Saved entries
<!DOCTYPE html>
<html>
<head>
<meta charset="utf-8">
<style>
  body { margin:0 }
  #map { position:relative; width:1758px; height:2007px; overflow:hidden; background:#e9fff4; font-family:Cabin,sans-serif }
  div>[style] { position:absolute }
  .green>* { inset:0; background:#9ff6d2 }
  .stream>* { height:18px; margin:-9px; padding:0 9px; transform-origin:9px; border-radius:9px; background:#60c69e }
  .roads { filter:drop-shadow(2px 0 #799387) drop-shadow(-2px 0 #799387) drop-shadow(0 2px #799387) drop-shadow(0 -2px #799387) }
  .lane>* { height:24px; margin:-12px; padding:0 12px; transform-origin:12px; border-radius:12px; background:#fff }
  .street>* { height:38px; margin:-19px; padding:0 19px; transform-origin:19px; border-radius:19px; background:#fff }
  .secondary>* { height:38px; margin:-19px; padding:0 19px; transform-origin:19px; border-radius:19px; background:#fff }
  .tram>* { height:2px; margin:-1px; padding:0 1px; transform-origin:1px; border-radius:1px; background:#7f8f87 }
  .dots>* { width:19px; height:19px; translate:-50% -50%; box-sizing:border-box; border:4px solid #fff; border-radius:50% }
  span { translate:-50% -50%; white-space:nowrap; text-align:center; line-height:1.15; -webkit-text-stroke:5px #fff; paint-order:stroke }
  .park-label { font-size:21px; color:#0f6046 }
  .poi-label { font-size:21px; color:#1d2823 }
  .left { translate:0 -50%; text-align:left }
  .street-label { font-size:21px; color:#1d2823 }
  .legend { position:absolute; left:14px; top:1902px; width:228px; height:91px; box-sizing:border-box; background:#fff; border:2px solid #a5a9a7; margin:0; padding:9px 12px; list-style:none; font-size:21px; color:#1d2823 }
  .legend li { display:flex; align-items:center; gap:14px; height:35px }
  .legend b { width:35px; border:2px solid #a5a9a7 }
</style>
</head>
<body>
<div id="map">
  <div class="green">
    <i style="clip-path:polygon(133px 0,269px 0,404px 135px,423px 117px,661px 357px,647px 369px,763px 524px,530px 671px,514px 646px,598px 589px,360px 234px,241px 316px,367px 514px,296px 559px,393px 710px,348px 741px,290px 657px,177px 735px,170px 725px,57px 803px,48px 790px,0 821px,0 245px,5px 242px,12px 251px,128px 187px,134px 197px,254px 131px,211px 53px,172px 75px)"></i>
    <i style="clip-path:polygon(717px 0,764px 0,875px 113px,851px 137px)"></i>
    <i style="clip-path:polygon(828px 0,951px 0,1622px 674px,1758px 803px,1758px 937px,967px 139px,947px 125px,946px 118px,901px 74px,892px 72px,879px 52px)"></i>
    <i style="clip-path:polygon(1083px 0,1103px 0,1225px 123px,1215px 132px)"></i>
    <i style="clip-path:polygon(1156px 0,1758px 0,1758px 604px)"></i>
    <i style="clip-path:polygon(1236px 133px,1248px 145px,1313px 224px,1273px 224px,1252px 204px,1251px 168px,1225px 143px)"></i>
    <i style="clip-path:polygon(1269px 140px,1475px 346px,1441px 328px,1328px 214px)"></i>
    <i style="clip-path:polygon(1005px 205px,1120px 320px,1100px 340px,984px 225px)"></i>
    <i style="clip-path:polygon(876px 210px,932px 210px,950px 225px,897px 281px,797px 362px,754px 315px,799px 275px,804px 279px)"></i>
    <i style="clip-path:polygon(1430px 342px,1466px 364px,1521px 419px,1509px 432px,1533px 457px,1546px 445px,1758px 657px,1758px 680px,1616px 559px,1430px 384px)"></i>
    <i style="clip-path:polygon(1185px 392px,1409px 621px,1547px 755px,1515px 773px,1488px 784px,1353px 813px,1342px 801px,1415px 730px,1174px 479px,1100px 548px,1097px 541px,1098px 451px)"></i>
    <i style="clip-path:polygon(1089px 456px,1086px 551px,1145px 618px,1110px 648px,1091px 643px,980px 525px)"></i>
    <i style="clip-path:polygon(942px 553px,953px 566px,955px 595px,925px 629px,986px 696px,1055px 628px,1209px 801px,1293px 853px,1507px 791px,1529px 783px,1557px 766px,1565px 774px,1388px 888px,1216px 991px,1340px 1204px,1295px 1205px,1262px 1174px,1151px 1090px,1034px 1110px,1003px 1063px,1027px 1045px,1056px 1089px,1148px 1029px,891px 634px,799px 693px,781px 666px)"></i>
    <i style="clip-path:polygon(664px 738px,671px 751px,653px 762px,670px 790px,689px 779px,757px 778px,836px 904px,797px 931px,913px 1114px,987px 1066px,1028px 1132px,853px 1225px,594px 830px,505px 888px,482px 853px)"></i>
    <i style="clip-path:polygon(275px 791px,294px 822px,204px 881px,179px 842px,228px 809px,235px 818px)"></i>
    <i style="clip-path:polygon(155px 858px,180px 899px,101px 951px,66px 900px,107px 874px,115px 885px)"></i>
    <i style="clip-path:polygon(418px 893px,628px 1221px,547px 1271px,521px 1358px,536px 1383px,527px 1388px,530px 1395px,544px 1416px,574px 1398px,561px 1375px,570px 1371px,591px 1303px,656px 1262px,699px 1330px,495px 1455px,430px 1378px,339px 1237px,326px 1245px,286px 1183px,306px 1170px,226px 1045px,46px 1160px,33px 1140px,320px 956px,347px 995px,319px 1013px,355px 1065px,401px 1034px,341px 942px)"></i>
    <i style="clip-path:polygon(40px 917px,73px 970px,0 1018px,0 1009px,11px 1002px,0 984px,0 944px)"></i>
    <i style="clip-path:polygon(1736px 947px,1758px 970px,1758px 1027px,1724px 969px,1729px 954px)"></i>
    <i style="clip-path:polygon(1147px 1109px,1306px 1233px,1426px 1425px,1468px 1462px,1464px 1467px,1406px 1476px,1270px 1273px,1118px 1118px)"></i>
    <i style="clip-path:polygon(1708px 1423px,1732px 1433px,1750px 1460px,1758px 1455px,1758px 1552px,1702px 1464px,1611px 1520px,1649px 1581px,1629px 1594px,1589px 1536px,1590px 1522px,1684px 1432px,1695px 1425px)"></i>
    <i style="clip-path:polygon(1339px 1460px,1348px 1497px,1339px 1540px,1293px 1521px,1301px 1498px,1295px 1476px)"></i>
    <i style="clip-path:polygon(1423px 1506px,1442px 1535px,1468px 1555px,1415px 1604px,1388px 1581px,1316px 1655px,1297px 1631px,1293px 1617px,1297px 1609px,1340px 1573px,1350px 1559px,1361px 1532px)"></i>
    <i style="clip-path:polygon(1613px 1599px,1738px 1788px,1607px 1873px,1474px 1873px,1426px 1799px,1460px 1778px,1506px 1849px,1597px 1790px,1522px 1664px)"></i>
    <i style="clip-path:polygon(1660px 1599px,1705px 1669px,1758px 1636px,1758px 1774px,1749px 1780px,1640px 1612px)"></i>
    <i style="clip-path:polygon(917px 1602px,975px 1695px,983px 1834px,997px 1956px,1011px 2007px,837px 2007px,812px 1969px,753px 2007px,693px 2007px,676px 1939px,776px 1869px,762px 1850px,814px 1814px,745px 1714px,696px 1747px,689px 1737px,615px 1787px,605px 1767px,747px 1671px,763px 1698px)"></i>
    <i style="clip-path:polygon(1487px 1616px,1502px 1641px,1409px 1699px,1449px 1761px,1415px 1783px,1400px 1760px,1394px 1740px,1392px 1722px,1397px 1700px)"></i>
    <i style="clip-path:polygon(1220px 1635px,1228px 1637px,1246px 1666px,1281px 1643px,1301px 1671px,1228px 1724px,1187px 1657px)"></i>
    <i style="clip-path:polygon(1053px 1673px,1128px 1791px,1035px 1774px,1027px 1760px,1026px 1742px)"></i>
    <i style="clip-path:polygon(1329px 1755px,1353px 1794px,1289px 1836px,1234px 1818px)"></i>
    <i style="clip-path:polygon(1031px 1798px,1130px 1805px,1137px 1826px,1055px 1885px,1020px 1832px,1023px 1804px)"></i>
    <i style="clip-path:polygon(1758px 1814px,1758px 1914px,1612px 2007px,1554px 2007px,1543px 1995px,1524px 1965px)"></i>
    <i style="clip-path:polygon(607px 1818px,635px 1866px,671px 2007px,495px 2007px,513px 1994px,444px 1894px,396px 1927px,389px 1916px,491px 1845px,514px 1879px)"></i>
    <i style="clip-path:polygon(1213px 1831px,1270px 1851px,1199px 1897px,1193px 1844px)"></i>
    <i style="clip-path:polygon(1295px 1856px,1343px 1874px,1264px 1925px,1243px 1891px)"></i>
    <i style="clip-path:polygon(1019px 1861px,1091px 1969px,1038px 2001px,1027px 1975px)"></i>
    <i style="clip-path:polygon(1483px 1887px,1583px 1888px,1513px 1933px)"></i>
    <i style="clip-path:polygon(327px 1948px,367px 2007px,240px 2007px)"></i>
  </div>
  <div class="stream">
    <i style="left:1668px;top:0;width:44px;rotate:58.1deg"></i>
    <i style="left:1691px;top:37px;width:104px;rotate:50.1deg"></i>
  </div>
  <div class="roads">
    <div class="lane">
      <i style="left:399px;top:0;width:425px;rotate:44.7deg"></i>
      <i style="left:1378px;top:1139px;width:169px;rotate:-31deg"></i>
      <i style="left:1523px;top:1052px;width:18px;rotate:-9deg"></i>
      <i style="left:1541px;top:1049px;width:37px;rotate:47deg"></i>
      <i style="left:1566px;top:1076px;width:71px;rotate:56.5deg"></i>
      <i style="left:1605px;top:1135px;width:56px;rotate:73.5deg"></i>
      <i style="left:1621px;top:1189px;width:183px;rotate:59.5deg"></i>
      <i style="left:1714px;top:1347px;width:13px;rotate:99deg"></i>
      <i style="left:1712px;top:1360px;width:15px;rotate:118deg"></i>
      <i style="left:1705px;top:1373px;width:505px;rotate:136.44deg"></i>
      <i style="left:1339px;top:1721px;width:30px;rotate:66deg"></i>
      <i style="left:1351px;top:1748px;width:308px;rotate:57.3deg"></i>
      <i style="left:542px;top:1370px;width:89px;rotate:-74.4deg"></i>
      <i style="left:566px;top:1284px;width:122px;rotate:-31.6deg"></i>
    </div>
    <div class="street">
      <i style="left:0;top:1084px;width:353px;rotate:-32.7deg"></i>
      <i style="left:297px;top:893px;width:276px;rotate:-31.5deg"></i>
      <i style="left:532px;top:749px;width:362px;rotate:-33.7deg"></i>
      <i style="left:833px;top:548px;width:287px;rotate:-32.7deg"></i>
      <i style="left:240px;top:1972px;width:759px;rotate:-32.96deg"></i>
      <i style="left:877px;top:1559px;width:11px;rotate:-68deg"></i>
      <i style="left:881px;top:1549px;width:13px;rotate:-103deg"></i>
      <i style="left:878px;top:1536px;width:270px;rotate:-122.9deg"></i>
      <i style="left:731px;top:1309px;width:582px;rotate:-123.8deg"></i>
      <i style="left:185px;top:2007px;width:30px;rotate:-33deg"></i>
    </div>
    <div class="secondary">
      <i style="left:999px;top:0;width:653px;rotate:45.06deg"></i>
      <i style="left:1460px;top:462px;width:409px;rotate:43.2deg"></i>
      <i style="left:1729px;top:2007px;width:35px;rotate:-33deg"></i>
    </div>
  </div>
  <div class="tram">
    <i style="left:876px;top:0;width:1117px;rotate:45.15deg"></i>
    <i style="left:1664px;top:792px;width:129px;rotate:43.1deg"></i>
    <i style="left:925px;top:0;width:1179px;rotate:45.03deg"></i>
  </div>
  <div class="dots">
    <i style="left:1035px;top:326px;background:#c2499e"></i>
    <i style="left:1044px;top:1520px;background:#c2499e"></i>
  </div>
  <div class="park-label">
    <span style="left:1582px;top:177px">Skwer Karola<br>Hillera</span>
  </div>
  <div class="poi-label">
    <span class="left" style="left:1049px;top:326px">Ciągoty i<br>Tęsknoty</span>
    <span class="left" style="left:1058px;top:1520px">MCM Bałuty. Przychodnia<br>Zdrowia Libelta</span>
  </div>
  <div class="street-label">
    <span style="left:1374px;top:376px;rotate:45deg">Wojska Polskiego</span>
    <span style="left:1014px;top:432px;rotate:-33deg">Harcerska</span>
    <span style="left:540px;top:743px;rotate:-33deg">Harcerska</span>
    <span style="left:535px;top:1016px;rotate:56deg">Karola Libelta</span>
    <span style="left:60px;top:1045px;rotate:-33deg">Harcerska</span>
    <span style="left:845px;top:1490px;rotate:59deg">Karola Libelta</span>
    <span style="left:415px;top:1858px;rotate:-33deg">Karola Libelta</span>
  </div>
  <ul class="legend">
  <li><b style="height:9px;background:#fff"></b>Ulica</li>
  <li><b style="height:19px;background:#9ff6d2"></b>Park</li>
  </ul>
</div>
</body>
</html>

(Work required) In the lines above, find each one with "stream" and list it.

(Response area)
  .stream>* { height:18px; margin:-9px; padding:0 9px; transform-origin:9px; border-radius:9px; background:#60c69e }
  <div class="stream">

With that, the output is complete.